One such memory is of the Jammu Genocide. Call it a massacre, ethnic cleansing, pogrom or a genocide, it was a gruesome and a terrible act. Around half a million people were affected by the pogrom initiated by the last Dogra ruler who had brought Hindu mercenaries from India, and Indian army whose role in the genocide who are complicit of this act.
Since the Indian army was called in to ‘protect’ the people of Kashmir, it turned a blind eye when the streets of Jammu districts were piled with dead bodies. The smoke from arson had made clouds in the sky, as the cries of the women shrieked and reverberated in every corner. Those who could ran away to Sialkot and other border towns in Pakistan for safety. There is major population of refugees of 1947 in Pakistan from Rajouri and other parts of Jammu.

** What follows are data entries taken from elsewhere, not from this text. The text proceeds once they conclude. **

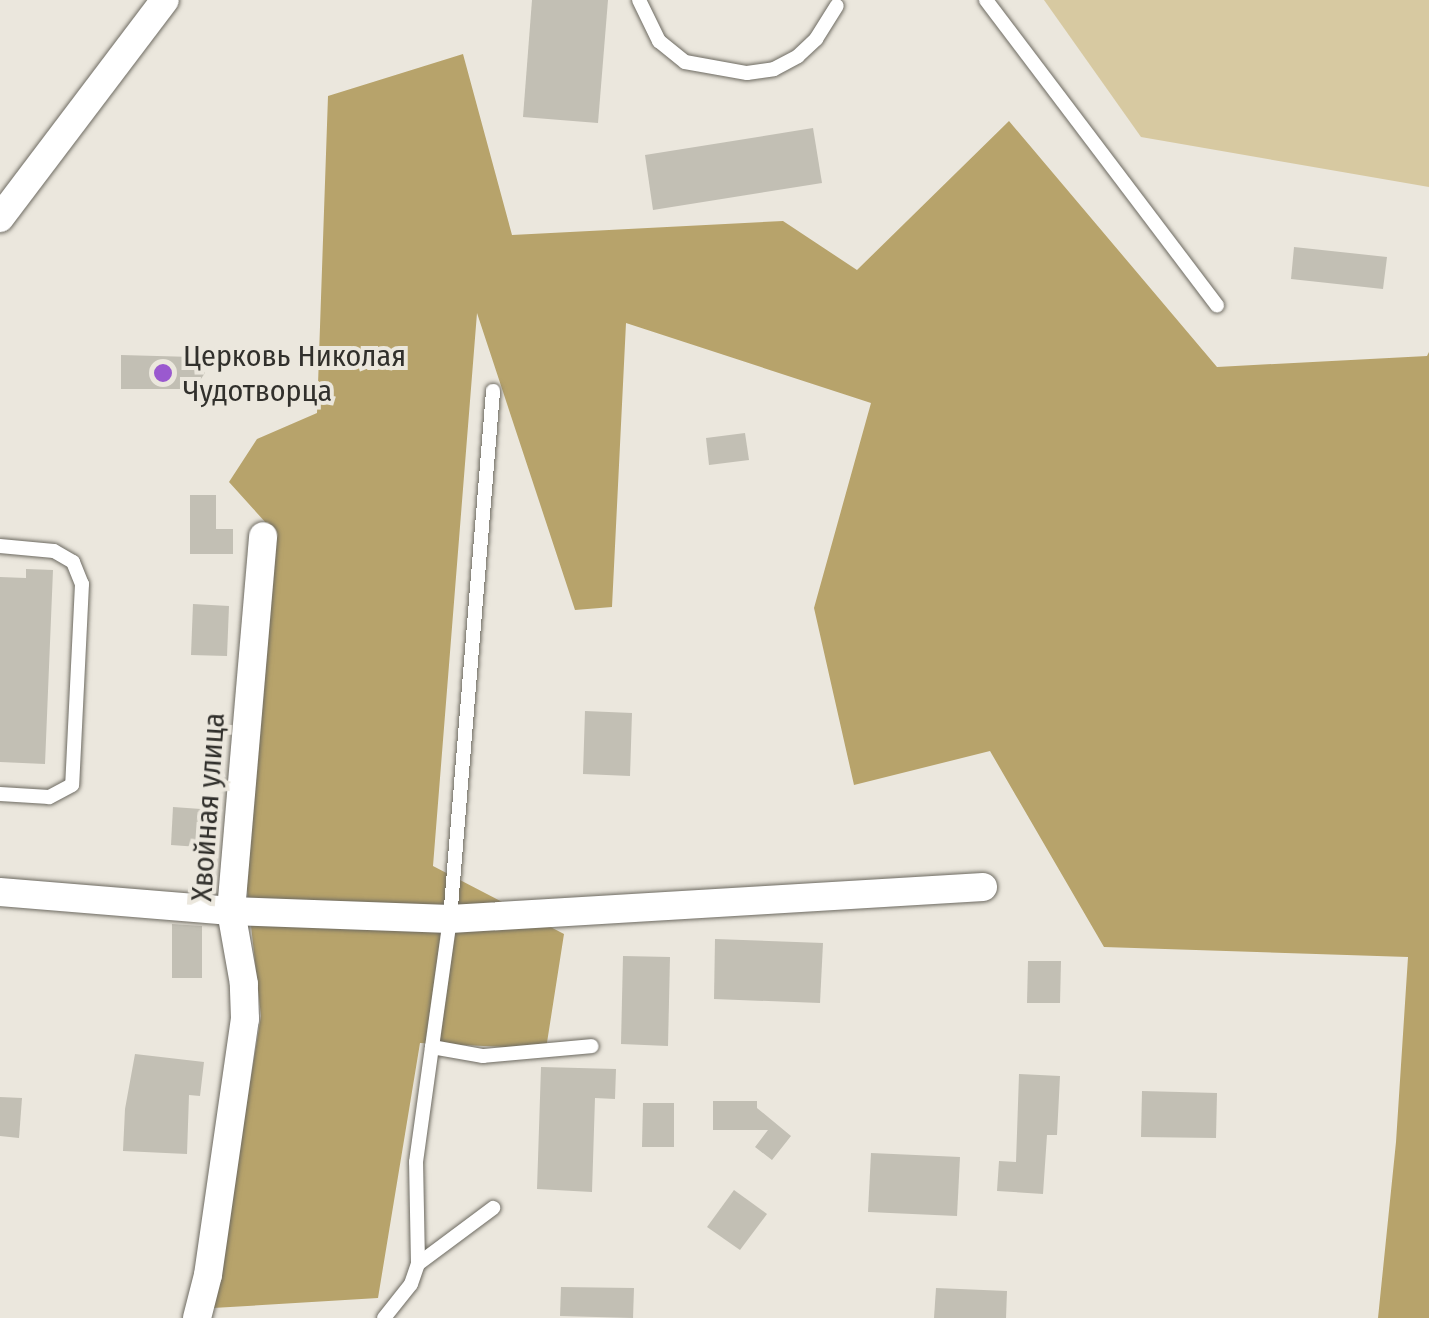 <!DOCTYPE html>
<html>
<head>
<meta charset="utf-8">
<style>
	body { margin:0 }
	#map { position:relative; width:1429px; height:1318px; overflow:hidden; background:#ebe7dd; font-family:"Fira Sans Condensed",sans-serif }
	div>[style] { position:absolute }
	.green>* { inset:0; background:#d7c9a1 }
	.forest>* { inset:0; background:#b7a36b }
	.building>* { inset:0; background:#c2bfb4 }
	.roads { filter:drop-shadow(0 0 2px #6d6a61) drop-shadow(0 0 2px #6d6a61) }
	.service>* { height:14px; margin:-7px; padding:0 7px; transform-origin:7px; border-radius:7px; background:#fff }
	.minor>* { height:28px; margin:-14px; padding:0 14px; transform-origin:14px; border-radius:14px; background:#fff }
	.dots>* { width:28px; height:28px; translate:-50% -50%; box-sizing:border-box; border:5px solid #ebe7dd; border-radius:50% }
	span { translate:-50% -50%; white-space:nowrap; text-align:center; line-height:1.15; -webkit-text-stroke:8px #ebe7dd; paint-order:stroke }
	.poi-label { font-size:30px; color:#31302c }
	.left { translate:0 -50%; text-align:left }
	.street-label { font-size:30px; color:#31302c }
</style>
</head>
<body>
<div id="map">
	<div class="green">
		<i style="clip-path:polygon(1044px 0,1429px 0,1429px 187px,1141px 137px)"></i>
	</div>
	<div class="forest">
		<i style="clip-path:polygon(463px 54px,512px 235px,783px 221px,857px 270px,1009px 121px,1217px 367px,1427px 356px,1429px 352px,1429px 1318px,1378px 1318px,1396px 1142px,1408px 957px,1104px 947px,990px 751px,854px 785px,814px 608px,871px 403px,626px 323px,612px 607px,575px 610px,477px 313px,433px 866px,564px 934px,546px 1049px,420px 1043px,378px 1298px,213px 1308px,261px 1016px,244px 862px,276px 534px,229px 482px,257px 439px,317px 413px,328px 96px)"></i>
	</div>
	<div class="building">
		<i style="clip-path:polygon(532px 0,608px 0,598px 123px,523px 117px)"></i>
		<i style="clip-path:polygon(813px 128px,822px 183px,653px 210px,645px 155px)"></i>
		<i style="clip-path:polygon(1294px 247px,1387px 257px,1383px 289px,1291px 279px)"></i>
		<i style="clip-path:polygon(121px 355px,193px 357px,205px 373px,194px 389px,121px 389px)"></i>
		<i style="clip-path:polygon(745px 433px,749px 460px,709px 465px,706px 438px)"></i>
		<i style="clip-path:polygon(190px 495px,216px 495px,216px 529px,233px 529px,233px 554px,190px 554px)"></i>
		<i style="clip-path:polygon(26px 569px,53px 570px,45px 764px,0 762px,0 577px,26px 578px)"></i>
		<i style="clip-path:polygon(193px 604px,229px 606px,227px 656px,191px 655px)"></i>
		<i style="clip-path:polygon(585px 711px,632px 713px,630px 776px,583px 774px)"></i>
		<i style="clip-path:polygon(173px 807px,215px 810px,213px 848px,171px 845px)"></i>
		<i style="clip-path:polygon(172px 924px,202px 926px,202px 978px,172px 978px)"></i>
		<i style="clip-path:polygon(715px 939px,823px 943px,820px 1003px,714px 999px)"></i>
		<i style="clip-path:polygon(623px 956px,670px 957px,668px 1046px,621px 1044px)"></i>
		<i style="clip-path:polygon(1028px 961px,1061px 961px,1060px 1003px,1027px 1003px)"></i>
		<i style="clip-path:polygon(135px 1054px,204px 1062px,200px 1096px,189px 1095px,187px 1154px,123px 1151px,125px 1109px)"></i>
		<i style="clip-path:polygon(541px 1067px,616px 1069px,615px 1099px,595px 1098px,592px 1192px,537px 1189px)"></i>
		<i style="clip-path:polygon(1019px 1074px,1060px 1076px,1057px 1135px,1047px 1135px,1043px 1194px,997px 1191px,999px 1161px,1016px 1162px)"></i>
		<i style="clip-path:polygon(1142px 1091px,1217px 1093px,1216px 1138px,1141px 1137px)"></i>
		<i style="clip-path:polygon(0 1097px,22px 1098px,19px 1138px,0 1136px)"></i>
		<i style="clip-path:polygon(713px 1101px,757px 1101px,757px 1108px,791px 1136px,772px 1160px,755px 1147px,768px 1130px,713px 1130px)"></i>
		<i style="clip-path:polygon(643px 1103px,674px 1103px,674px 1147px,642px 1147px)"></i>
		<i style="clip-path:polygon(871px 1153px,960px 1157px,957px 1216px,868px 1212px)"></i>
		<i style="clip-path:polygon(734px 1190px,767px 1214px,740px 1250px,707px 1227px)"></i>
		<i style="clip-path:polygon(561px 1287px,634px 1288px,633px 1318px,560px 1316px)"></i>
		<i style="clip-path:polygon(936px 1288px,1007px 1291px,1006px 1318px,934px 1318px)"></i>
	</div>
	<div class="roads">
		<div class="service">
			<i style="left:639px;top:0;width:46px;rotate:64deg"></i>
			<i style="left:659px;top:41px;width:33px;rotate:39deg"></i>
			<i style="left:685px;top:62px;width:63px;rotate:10.1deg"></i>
			<i style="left:747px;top:73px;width:27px;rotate:-8deg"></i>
			<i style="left:774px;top:69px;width:27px;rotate:-28deg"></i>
			<i style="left:798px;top:56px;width:25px;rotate:-43deg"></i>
			<i style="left:816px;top:39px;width:39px;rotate:-58deg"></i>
			<i style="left:986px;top:0;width:383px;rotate:52.9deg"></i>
			<i style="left:0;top:546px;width:54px;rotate:5.3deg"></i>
			<i style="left:54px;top:551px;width:22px;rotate:30deg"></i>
			<i style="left:73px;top:562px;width:24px;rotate:68deg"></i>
			<i style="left:82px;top:584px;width:201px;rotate:92.8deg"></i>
			<i style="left:72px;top:785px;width:26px;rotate:152deg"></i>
			<i style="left:49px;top:797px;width:49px;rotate:-176.5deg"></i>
			<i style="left:432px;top:1047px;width:129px;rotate:-82deg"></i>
			<i style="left:450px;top:919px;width:530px;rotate:-85.34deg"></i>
			<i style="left:418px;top:1264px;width:94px;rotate:-36.7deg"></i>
			<i style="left:384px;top:1318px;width:43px;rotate:-51.5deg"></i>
			<i style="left:411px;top:1284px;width:21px;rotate:-71deg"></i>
			<i style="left:418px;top:1264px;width:102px;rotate:-91.1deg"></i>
			<i style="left:416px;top:1162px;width:116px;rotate:-82.1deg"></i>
			<i style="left:432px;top:1047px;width:52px;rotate:10deg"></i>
			<i style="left:483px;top:1056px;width:109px;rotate:-5.2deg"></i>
		</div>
		<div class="minor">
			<i style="left:0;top:218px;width:273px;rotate:-52.9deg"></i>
			<i style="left:0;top:892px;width:232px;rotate:4.7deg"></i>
			<i style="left:231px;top:911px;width:219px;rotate:2.1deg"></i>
			<i style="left:450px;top:919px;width:534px;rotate:-3.44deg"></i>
			<i style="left:197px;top:1318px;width:44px;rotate:-75.7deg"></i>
			<i style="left:208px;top:1275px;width:259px;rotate:-81.8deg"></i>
			<i style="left:245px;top:1019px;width:35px;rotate:-92deg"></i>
			<i style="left:244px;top:984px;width:74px;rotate:-100.1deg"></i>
			<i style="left:231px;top:911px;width:376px;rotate:-85.1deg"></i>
		</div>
	</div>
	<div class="dots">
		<i style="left:163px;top:373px;background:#9a59cf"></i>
	</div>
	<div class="poi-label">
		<span class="left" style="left:183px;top:373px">Церковь Николая<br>Чудотворца</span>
	</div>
	<div class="street-label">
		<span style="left:208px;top:807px;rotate:-86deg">Хвойная улица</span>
	</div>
</div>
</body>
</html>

The terror was such that a father killed his own daughters to save them from getting raped by extreme monstrosity. Many jumped into River Tawi running away from the axes and swords. The dead kept piling, the smell of burnt flesh and blood was all over Jammu. Local legends say that the dead were buried in a large open field, in mass graves. The field is used to carry out parades during the Indian national functions.
It becomes easier for the Indian state to deny and sell the lies to the people of India by their Studio Corps who tend to force-feed the occupation of Kashmir, as an ‘imperial’ right. Integral part and the ‘crown of the nation’ analogy was used by the colonisers of the yore, and India has repackaged it with fancy scrolls and graphics on their news channels in bold letters. As if it to hypnotise the entire population with their propaganda.
The deniers of the genocides and the one that continues till today are from the same orientalist cliches that dehumanise and demonise the people of Kashmir in accordance to their national interests. Like for example, the arson of 450 houses in Batamaloo by the Indian Army will not enter the history books of India because apparently the original narrative of Kashmir’s history is seditious and threat to their national interests.
These stories need to be told for generations, the world may have forgotten but it remains a duty for those who live to speak of it to their unborns and the unknowns. Our lands and rivers across its length and breadth are the graveyards of our dead.
There sacrifices need to be established in books and researches as a tribute in their memory. For those in occupations, memory and cultural history fight a constant battle with forgetfulness and enforced amnesia. Our history needs to be told in the version of the people who witnessed it. Not in the narrative of our occupiers.
Let us un-forget the Genocide. Remembrance will always be resistance.
“In the case of a political identity that’s being threatened, culture is a way of fighting against extinction and obliteration. Culture is a form of memory against effacement.” — Edward Said.